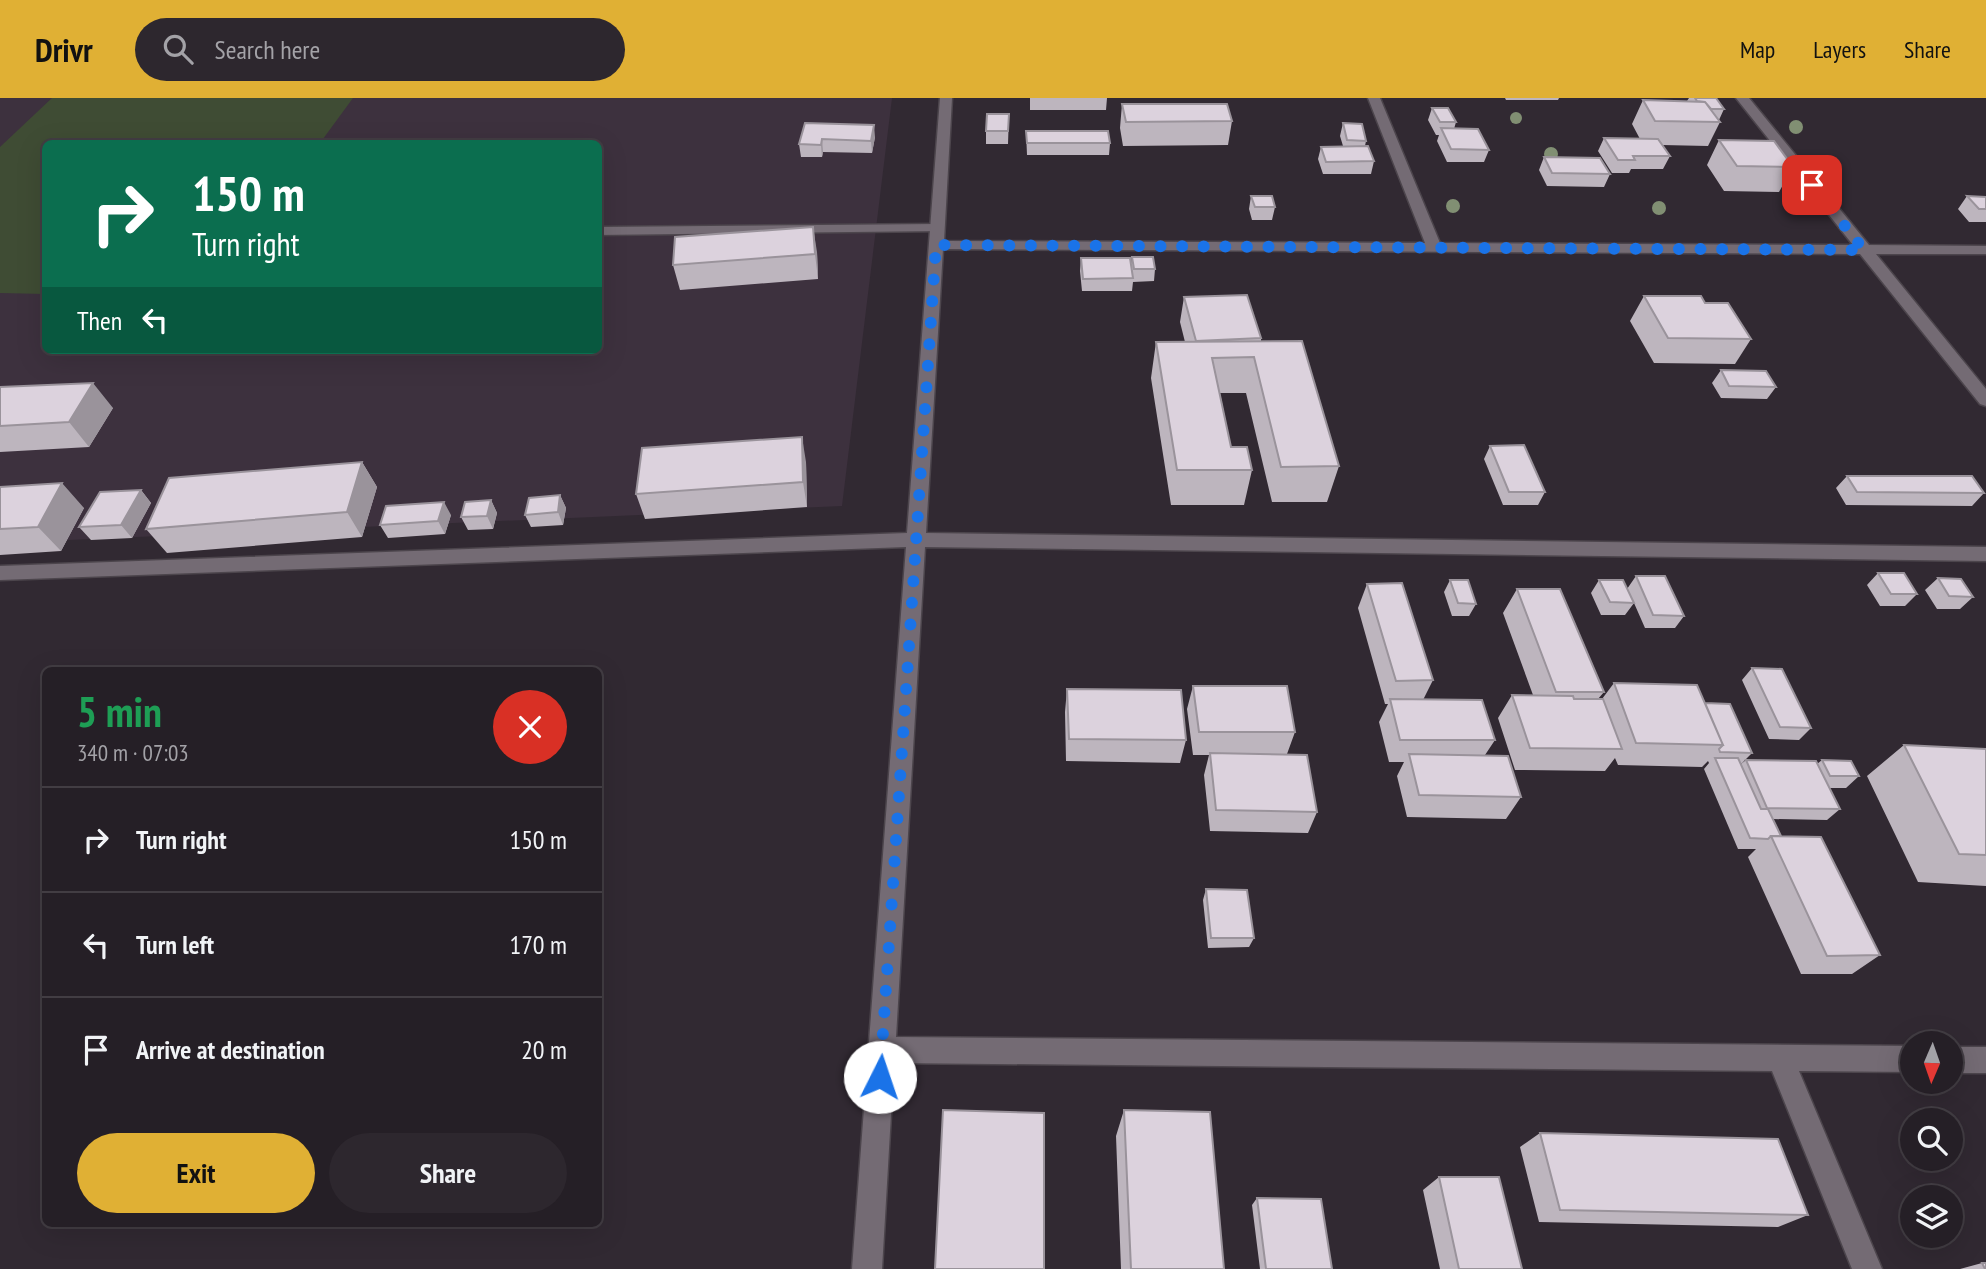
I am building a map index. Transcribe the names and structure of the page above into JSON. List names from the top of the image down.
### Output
{
  "north": "bottom",
  "page": {
    "header": "Drivr",
    "search": "Search here",
    "nav": ["Map", "Layers", "Share"],
    "turn": ["150 m", "Turn right"],
    "then": "Then",
    "heading": ["5 min", "340 m · 07:03"],
    "list": [
      {
        "name": "Turn right",
        "value": "150 m"
      },
      {
        "name": "Turn left",
        "value": "170 m"
      },
      {
        "name": "Arrive at destination",
        "value": "20 m"
      }
    ],
    "buttons": ["Exit", "Share"]
  }
}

_ _ _ _

• WHAT TO PRODUCE
Except for the pictures, set down each line of the records exactly as it appears.

• ANSWER TO THIS EXERCISE
I am building a map index. Transcribe the names and structure of the page above into JSON. List names from the top of the image down.
### Output
{
  "north": "bottom",
  "page": {
    "header": "Drivr",
    "search": "Search here",
    "nav": ["Map", "Layers", "Share"],
    "turn": ["150 m", "Turn right"],
    "then": "Then",
    "heading": ["5 min", "340 m · 07:03"],
    "list": [
      {
        "name": "Turn right",
        "value": "150 m"
      },
      {
        "name": "Turn left",
        "value": "170 m"
      },
      {
        "name": "Arrive at destination",
        "value": "20 m"
      }
    ],
    "buttons": ["Exit", "Share"]
  }
}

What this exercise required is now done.